La realidad económico-social novohispana imposibilitaba el desarrollo del capitalismo en todas las colonias, y la naciente burguesía se veía imposibilitada a representar el papel revolucionario que le correspondía debido al control absoluto de la metrópoli. Las relaciones feudales impedían cualquier forma de progreso, y los impuestos y las alcabalas hacían imposible el comercio interno y el fortalecimiento de un mercado nacional. No fue sino hasta 1774 que se permitió a las colonias comerciar entre sí, y ya en los últimos años del siglo XVIII se observó un crecimiento considerable de la industria y la manufactura. Como suele suceder en todas las grandes transformaciones, las ideas llegan siempre antes de que los hechos las reclamen, de tal manera que en la Nueva España comenzaron a permear las ideas que la Ilustración, la independencia de las 13 colonias y la Revolución Francesa traían consigo. La burguesía novohispana, una clase en gestación, se apropió de estas ideas que no tardaron en manifestarse prácticamente en rebeliones y protestas en el ocaso del siglo XVIII y en los albores del XIX. Antes del estallido revolucionario de 1810 diversos levantamientos hicieron manifiesta la necesidad de una revolución económica que había tardado siglos en llegar y que la realidad reclamaba a gritos: la conspiración de Juan Guerrero en 1794; el levantamiento encabezado por Pedro de la Portilla en 1799 conocido como “la conspiración de los sables”; el levantamiento de indígenas en Tepic y, finalmente, los dos grandes preludios de la revolución: el desconocimiento de Fernando VII por parte del virrey Iturrigary, auspiciado por el ayuntamiento de la Ciudad de México a cuya cabeza se encontraban Primo de Verdad y Juan Francisco Azcárate, y la conspiración de Valladolid de 1809 encabezada por José María Obeso. El primer intento de autonomía terminó con un golpe de Estado orquestado por los peninsulares, que dejó en el poder a Francisco Venegas, y la conspiración fue descubierta a mediados de diciembre, una semana antes del plazo señalado para el levantamiento.
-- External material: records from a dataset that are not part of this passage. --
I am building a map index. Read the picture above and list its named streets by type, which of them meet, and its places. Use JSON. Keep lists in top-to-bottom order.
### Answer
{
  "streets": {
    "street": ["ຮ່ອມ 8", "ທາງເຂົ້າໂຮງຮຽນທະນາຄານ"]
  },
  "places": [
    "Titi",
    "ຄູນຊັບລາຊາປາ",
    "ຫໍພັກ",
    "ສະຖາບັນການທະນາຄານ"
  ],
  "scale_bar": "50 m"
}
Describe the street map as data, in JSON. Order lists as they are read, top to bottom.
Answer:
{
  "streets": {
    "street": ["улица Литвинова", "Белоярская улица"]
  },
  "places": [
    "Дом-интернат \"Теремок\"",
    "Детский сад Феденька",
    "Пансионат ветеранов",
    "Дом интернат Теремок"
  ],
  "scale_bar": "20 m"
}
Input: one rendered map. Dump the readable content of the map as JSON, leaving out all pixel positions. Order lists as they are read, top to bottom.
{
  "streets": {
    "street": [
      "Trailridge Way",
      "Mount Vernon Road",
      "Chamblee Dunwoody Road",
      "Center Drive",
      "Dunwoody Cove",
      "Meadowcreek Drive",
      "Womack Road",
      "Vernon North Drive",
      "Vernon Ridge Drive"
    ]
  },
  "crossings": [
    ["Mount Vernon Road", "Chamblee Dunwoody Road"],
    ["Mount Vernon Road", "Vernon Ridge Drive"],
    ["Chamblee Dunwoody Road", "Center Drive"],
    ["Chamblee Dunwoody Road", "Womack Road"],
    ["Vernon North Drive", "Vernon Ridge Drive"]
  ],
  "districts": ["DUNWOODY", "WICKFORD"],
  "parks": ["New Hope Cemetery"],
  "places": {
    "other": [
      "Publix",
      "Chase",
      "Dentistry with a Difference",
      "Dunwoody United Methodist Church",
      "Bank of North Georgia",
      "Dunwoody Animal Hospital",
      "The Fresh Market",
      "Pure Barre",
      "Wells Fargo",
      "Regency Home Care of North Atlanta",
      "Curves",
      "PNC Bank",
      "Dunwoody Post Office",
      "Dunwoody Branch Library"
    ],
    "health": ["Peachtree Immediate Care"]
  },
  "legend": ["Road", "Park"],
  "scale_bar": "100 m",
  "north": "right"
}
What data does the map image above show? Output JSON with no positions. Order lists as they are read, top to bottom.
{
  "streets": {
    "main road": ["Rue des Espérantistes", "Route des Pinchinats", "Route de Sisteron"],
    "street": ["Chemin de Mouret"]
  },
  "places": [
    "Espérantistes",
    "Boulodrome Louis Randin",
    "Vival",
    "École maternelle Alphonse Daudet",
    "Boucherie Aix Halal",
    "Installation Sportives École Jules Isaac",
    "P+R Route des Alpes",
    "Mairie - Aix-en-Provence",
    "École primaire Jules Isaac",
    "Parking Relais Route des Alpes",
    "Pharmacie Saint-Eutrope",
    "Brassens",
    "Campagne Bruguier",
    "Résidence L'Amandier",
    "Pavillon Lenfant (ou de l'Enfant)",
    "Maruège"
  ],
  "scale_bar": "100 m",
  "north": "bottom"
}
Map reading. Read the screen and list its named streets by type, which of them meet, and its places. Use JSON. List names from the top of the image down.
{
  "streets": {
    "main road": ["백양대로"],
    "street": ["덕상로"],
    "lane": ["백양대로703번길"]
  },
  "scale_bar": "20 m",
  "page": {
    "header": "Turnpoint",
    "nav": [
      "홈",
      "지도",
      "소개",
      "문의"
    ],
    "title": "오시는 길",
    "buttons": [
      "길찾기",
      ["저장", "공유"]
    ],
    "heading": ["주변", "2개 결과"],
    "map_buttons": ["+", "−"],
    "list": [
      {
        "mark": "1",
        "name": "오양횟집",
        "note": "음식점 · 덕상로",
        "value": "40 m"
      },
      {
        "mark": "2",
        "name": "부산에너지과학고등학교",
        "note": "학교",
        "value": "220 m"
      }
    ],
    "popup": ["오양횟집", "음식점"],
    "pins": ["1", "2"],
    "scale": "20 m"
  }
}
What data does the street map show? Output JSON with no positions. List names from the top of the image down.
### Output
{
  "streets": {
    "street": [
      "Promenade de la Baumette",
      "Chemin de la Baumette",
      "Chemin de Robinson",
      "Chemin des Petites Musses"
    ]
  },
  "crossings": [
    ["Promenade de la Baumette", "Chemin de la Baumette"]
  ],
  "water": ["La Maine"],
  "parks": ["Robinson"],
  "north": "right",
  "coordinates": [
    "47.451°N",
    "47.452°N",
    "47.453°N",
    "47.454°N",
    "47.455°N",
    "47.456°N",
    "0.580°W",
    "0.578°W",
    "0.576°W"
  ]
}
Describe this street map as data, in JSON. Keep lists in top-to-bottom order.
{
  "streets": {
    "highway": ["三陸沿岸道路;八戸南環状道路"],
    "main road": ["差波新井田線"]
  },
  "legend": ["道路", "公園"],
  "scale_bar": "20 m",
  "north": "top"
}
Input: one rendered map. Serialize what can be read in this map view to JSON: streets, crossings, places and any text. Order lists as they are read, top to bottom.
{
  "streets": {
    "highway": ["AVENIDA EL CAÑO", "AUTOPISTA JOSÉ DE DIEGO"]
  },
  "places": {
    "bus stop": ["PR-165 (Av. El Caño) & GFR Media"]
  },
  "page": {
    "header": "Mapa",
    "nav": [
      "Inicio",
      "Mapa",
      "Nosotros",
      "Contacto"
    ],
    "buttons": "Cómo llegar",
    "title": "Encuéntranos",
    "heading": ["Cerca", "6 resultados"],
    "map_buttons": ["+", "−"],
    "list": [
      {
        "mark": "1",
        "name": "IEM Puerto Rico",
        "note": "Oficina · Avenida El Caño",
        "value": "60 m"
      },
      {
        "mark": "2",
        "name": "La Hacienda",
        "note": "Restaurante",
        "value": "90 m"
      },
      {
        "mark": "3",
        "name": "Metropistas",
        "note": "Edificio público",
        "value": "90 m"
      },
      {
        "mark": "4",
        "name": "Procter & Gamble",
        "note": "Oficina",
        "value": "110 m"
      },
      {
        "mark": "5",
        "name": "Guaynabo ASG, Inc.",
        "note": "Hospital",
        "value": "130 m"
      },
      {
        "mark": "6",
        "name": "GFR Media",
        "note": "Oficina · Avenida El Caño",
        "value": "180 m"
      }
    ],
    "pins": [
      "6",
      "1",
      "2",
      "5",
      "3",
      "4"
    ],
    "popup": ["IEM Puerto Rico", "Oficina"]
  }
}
Todos estos movimientos políticos, muchas veces olvidados por la historia, revelaban el sentir de la sociedad novohispana. Las circunstancias reclamaban un cambio de régimen; el sistema feudal impuesto por España no podía continuar cuando el capitalismo reclamaba a gritos su aparición y la historia no podía obviar estos gritos de protesta, de tal manera que la guerra civil era inevitable. La invasión napoleónica a España fue el último golpe dado al viejo régimen, aunque de ninguna manera puede considerarse como la causa de la Independencia; fue a lo sumo el detonante que permitió el estallido. Es en este contexto que hacen su aparición Miguel Hidalgo y los insurgentes, respondiendo a la exigencia de las circunstancias. Más allá de interpretaciones románticas y subjetivas, debe entenderse el levantamiento insurgente como una necesidad, un momento inevitable cuyas raíces estaban mucho más allá de las motivaciones personales de los iniciadores; ellos eran la encarnación de la idea que la realidad reclamaba.